◆ **What to work on**: Look through the material below and return every line that contains "Quick".

◆ **Data to use**:

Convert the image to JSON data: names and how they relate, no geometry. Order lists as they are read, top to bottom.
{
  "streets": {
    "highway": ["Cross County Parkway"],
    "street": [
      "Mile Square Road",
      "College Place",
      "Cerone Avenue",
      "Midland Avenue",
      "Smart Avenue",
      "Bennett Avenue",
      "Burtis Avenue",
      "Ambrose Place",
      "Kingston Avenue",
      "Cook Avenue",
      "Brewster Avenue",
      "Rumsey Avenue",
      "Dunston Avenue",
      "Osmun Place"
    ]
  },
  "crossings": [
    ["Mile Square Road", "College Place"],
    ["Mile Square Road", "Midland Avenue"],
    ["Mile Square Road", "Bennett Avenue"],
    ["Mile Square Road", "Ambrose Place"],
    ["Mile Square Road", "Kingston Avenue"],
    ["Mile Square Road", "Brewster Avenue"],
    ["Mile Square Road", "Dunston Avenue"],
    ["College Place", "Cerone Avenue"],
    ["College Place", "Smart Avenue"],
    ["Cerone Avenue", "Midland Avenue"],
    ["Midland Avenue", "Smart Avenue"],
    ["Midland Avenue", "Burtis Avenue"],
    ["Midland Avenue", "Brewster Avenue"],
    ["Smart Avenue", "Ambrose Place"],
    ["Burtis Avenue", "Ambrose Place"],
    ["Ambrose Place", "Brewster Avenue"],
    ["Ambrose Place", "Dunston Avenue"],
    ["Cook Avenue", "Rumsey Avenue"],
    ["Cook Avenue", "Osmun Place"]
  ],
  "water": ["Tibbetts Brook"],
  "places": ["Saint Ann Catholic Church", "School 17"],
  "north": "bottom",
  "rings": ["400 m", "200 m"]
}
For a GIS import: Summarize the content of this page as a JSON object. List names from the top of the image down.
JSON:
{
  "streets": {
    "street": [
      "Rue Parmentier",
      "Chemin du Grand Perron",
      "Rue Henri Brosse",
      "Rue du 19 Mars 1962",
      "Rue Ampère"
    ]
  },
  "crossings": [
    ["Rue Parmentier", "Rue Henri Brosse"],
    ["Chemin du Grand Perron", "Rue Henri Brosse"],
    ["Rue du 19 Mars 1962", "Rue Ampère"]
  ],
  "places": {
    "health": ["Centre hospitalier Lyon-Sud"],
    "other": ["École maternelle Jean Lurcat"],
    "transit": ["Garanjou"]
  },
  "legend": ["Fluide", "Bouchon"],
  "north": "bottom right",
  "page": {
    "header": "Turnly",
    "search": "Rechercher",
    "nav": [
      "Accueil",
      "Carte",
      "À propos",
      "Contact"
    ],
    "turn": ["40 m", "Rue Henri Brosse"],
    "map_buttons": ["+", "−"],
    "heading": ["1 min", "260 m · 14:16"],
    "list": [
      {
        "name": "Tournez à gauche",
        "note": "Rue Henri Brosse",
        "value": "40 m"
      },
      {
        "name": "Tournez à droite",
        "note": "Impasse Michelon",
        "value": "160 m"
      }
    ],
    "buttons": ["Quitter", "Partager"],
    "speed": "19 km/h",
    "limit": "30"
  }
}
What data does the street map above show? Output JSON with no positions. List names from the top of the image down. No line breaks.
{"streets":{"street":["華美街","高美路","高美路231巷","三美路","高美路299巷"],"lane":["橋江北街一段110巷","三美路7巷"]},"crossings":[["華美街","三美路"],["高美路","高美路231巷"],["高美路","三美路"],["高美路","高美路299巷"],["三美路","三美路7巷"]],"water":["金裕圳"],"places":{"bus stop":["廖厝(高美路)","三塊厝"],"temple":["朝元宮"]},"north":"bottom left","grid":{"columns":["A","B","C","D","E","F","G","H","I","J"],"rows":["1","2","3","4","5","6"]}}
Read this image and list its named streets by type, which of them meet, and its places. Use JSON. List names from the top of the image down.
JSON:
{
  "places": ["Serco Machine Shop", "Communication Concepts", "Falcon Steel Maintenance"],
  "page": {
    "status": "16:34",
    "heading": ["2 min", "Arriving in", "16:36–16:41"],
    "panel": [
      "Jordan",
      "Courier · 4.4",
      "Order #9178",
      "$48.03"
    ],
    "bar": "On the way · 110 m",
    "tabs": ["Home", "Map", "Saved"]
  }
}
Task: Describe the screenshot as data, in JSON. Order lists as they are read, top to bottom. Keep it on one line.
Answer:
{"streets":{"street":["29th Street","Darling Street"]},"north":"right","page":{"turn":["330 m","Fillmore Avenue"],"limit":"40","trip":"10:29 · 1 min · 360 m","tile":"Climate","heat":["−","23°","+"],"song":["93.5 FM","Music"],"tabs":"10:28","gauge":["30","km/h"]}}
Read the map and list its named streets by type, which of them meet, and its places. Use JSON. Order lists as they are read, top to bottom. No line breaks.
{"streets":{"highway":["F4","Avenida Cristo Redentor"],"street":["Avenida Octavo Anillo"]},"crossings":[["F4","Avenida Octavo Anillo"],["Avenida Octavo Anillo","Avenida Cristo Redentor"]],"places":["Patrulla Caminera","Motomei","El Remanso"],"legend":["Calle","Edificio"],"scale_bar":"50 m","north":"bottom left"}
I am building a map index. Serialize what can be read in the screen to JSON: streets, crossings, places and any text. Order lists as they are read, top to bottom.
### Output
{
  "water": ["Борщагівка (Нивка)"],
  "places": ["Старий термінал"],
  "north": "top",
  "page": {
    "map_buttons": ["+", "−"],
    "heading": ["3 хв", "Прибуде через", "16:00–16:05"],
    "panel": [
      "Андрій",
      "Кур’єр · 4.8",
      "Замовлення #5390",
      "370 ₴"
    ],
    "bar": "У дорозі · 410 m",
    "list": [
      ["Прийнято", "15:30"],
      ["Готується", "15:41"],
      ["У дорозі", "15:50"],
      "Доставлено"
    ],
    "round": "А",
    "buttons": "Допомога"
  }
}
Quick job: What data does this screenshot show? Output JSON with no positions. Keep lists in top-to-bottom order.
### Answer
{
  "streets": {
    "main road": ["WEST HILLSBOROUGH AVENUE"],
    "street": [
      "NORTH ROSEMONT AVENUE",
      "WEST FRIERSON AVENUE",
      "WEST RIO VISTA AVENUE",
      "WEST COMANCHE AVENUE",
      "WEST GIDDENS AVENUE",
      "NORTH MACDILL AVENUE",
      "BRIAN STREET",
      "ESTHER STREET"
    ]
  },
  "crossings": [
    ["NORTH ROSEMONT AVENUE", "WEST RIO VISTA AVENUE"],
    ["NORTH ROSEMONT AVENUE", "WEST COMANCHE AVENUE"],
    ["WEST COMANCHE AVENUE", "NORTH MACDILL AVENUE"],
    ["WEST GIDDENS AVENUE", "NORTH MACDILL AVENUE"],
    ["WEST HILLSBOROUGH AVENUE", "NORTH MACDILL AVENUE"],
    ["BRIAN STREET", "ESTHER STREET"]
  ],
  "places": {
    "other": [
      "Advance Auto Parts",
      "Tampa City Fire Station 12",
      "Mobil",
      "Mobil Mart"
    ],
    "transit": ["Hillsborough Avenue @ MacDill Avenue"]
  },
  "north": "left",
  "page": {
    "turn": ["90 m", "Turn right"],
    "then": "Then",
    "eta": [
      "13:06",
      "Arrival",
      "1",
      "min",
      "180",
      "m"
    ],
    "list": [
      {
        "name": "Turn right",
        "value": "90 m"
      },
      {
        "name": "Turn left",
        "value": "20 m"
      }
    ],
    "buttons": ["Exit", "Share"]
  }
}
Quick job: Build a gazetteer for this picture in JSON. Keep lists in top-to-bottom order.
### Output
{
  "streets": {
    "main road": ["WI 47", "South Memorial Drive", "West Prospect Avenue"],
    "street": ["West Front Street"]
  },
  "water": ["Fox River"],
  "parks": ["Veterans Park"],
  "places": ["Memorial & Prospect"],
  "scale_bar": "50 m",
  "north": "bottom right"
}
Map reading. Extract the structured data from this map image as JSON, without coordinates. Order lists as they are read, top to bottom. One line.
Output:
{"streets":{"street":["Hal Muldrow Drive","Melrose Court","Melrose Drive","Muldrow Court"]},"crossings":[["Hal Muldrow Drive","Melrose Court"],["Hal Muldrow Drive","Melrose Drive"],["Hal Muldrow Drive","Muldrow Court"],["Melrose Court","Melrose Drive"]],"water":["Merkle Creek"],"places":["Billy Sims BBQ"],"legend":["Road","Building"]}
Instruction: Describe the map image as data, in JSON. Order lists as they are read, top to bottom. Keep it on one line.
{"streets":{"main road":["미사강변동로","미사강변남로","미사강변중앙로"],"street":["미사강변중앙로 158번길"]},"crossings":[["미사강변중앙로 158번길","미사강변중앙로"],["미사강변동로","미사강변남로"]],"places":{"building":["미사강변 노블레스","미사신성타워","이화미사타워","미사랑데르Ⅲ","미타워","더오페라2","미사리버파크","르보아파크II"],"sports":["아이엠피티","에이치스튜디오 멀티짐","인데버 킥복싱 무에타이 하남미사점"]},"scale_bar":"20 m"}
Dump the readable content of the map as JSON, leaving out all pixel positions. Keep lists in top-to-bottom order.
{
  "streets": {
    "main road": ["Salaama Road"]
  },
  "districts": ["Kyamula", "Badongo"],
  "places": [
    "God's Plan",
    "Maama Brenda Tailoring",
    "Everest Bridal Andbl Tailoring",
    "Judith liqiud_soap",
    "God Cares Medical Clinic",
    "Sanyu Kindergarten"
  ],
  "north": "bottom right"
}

◆ **Answer to this problem**:
Quick job: What data does this screenshot show? Output JSON with no positions. Keep lists in top-to-bottom order.
Quick job: Build a gazetteer for this picture in JSON. Keep lists in top-to-bottom order.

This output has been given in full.